* [What is expected] The listing that follows must be retyped in full, exactly.

* [Information provided]
-- -- --

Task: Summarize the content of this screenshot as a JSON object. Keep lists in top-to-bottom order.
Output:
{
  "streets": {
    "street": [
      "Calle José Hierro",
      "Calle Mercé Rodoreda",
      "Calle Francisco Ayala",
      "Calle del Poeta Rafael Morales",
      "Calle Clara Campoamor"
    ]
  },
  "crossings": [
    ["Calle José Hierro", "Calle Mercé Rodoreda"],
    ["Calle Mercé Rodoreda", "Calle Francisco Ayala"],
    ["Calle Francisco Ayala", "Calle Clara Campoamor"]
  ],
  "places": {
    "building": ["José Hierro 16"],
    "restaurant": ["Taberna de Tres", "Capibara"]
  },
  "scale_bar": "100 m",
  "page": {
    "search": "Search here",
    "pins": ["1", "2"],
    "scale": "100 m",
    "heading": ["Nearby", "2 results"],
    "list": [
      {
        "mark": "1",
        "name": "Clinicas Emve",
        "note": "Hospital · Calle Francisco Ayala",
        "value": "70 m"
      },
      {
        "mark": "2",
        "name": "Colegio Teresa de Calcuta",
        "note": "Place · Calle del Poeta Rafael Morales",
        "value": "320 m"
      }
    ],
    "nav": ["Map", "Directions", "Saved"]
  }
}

-- -- --

* [Response to the exercise]
Task: Summarize the content of this screenshot as a JSON object. Keep lists in top-to-bottom order.
Output:
{
  "streets": {
    "street": [
      "Calle José Hierro",
      "Calle Mercé Rodoreda",
      "Calle Francisco Ayala",
      "Calle del Poeta Rafael Morales",
      "Calle Clara Campoamor"
    ]
  },
  "crossings": [
    ["Calle José Hierro", "Calle Mercé Rodoreda"],
    ["Calle Mercé Rodoreda", "Calle Francisco Ayala"],
    ["Calle Francisco Ayala", "Calle Clara Campoamor"]
  ],
  "places": {
    "building": ["José Hierro 16"],
    "restaurant": ["Taberna de Tres", "Capibara"]
  },
  "scale_bar": "100 m",
  "page": {
    "search": "Search here",
    "pins": ["1", "2"],
    "scale": "100 m",
    "heading": ["Nearby", "2 results"],
    "list": [
      {
        "mark": "1",
        "name": "Clinicas Emve",
        "note": "Hospital · Calle Francisco Ayala",
        "value": "70 m"
      },
      {
        "mark": "2",
        "name": "Colegio Teresa de Calcuta",
        "note": "Place · Calle del Poeta Rafael Morales",
        "value": "320 m"
      }
    ],
    "nav": ["Map", "Directions", "Saved"]
  }
}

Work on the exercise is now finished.